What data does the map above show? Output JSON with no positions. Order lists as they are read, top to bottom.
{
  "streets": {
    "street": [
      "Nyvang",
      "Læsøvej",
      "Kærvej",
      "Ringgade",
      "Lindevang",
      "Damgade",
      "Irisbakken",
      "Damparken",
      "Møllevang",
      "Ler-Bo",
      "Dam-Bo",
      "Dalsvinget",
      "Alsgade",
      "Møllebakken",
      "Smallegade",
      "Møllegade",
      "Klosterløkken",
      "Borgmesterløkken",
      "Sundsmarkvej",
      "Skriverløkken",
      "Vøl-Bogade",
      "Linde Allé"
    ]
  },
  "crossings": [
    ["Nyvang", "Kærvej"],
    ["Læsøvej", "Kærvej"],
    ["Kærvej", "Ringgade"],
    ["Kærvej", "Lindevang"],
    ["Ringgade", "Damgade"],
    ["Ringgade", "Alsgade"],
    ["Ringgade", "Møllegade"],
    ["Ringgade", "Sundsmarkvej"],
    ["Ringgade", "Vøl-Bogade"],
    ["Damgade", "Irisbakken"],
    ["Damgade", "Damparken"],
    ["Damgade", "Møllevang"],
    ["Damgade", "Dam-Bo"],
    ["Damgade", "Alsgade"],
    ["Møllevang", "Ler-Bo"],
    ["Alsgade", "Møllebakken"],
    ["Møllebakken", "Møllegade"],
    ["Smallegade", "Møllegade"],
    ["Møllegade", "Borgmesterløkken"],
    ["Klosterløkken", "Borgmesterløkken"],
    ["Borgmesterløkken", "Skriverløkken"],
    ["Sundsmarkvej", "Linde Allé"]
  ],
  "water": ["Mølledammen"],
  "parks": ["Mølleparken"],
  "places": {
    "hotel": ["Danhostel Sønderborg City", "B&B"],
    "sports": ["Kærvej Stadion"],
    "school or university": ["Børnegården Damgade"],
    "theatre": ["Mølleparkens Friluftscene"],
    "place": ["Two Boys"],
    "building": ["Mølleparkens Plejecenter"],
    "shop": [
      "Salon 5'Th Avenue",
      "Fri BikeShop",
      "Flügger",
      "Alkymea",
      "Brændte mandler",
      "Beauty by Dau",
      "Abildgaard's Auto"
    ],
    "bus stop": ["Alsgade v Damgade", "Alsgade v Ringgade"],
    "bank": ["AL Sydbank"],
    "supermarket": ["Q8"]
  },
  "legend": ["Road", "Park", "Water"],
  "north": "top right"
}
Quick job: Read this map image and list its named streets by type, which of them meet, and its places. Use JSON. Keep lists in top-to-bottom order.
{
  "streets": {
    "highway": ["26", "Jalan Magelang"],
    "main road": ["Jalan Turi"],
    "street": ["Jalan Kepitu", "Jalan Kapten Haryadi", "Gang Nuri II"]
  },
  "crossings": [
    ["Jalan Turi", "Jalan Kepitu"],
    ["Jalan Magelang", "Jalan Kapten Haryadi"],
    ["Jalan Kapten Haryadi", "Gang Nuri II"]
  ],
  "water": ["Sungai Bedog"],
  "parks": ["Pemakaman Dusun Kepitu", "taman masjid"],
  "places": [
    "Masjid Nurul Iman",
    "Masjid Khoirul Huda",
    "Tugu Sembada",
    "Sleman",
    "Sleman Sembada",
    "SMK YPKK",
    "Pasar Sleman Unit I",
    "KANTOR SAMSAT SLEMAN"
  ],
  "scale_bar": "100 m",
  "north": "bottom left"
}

WHAT YOU NEED TO DO >> For each line above that contains the word "Møllebakken", make a copy.

ANSWER AREA >>
      "Møllebakken",
    ["Alsgade", "Møllebakken"],
    ["Møllebakken", "Møllegade"],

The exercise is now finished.